Conventional OTP tokens are not vulnerable to this attack, but because CAP uses the same card and PIN for point of sale and online banking, it can be attacked in this way.

Stephen Wilson - Lockstep Consulting - Sydney 02 November, 2009, 19:19 0 likes

I see.  But still, tampering with a retail terminals on a large scale is still much more difficult than mounting a conventional MitM attack at the browser isn't it?
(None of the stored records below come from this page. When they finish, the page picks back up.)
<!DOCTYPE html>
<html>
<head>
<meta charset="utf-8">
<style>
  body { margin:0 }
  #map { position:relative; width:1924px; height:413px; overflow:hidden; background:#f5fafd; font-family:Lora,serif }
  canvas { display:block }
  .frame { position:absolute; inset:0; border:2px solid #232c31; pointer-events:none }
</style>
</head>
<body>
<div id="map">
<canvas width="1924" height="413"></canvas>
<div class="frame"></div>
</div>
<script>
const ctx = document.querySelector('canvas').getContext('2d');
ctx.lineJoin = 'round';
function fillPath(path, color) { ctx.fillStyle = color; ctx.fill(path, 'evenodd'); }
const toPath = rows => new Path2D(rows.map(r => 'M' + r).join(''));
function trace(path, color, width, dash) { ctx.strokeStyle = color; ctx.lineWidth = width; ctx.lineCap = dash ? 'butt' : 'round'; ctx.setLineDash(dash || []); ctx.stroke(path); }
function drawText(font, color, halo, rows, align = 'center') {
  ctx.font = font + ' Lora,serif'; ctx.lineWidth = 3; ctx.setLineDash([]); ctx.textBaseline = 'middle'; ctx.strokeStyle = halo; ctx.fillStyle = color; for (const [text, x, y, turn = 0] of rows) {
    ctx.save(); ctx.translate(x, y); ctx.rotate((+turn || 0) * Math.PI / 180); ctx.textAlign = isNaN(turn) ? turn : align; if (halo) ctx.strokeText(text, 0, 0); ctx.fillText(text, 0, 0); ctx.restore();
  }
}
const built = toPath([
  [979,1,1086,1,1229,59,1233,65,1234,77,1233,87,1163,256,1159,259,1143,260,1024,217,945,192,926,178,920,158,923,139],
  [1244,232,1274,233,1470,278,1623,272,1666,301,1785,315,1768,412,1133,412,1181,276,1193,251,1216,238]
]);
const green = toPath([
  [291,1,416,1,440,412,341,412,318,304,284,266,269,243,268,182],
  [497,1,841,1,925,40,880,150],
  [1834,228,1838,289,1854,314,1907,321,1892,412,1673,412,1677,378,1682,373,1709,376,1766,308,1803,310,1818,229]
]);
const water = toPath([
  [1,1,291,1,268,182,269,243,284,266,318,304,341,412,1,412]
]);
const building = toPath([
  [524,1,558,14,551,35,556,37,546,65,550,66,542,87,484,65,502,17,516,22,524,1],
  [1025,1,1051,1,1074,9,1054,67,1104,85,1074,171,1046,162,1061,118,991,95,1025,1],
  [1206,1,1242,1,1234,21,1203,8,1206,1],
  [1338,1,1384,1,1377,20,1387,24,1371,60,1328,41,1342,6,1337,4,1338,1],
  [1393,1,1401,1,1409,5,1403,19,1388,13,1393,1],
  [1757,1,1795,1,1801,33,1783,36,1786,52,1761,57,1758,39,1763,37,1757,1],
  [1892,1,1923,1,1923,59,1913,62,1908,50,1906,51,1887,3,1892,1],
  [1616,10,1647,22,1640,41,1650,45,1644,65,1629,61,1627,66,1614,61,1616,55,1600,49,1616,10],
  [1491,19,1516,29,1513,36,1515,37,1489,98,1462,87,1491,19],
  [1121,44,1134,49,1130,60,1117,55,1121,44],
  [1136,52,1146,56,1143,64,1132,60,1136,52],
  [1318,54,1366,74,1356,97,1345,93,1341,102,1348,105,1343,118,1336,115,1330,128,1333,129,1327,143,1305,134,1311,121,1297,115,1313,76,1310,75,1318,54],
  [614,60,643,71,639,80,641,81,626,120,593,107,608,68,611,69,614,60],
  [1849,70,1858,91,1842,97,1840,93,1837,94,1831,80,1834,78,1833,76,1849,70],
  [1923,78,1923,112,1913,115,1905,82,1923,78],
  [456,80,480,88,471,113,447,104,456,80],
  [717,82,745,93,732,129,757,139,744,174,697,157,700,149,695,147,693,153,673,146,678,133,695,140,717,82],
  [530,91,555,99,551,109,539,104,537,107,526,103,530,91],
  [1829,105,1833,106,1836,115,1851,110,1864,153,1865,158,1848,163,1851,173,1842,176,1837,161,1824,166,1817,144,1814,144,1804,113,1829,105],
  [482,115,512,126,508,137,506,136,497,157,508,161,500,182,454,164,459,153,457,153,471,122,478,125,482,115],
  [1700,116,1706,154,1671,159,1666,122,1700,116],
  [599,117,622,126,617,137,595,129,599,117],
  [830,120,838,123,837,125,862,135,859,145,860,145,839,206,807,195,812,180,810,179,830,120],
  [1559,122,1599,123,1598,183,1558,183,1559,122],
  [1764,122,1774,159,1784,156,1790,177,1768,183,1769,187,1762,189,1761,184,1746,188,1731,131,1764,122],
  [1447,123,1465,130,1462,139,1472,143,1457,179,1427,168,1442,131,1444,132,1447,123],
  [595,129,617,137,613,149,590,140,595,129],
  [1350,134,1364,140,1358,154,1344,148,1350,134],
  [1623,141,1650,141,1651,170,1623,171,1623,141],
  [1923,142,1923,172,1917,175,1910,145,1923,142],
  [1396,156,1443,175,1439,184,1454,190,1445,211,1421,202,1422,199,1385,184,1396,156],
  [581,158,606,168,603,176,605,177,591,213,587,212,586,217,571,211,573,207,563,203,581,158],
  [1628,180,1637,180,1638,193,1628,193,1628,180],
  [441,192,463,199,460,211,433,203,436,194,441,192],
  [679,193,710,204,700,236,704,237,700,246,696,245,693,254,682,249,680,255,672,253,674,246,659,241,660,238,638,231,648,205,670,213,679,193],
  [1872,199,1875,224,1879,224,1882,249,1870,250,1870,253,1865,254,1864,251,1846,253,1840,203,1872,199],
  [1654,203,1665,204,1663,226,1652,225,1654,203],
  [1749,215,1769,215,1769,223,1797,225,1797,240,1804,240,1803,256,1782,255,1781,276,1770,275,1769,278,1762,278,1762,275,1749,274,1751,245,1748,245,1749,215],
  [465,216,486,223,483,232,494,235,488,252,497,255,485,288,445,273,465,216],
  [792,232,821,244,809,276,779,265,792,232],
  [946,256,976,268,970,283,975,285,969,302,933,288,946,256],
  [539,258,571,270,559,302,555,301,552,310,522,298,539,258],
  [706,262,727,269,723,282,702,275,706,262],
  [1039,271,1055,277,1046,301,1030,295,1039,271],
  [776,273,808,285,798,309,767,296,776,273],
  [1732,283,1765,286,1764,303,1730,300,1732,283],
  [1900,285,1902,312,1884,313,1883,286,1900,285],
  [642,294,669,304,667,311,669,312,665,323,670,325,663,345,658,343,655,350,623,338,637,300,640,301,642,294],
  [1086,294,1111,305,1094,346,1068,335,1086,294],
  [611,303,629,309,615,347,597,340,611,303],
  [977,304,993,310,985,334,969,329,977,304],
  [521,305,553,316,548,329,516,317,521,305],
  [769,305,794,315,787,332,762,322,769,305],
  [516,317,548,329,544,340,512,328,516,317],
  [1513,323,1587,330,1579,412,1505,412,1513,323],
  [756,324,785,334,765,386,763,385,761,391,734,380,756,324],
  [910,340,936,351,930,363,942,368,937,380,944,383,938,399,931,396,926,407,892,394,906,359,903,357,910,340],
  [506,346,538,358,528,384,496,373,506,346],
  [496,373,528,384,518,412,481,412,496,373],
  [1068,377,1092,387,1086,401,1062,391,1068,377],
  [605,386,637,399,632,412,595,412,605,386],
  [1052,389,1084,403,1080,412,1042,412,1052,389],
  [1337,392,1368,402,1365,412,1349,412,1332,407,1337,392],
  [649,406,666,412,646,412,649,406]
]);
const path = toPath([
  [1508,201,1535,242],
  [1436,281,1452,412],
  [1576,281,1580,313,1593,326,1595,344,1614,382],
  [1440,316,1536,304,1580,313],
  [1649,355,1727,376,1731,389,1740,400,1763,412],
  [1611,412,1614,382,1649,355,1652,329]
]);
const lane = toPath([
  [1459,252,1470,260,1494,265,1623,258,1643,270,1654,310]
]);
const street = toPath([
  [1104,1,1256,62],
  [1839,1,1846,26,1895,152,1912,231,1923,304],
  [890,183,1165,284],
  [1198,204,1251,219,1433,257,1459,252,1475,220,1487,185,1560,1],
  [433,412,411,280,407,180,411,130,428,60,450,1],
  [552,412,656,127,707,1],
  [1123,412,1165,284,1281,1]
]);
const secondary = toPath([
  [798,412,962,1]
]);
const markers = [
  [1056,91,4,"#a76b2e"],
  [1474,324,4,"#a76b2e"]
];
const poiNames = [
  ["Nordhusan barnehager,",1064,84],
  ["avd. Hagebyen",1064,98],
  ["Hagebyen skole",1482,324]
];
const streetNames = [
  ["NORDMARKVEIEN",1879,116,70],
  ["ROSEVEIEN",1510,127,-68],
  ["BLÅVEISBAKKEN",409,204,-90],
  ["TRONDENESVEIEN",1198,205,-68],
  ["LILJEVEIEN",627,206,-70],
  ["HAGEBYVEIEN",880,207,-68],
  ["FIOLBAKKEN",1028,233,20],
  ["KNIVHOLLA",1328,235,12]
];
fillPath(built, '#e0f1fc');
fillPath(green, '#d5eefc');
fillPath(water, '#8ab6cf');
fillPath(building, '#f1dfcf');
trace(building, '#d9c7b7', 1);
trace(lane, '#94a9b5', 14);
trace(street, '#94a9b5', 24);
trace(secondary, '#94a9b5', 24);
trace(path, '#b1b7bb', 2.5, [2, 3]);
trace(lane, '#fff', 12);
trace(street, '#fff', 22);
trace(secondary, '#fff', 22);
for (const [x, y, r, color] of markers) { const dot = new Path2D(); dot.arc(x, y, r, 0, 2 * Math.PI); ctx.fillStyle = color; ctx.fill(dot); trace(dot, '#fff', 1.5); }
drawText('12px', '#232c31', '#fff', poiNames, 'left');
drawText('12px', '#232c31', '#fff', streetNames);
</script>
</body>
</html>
Steven Murdoch - University College London - London 08 November, 2009, 22:15 0 likes

Hi Stephen,

"But still, tampering with a retail terminals on a large scale is still much more difficult than mounting a conventional MitM attack at the browser isn't it?"

Probably, but this isn't an either/or situation; smart criminals will do both.

MitM trojans will pick up credentials for customers who have malware on their PC. However, businesses are more likely to have effective malware protection measures to resist this threat.

Criminals could use attacks like I demonstrated to attack high-value targets. In these cases the investment, manpower and risk necessary to pull off the attack, would be justified by the large payoff, even on a small scale.

South African criminal gangs are already taking this approach (known as whale phishing), and I see no reason crooks in the UK will not follow, if they haven't already.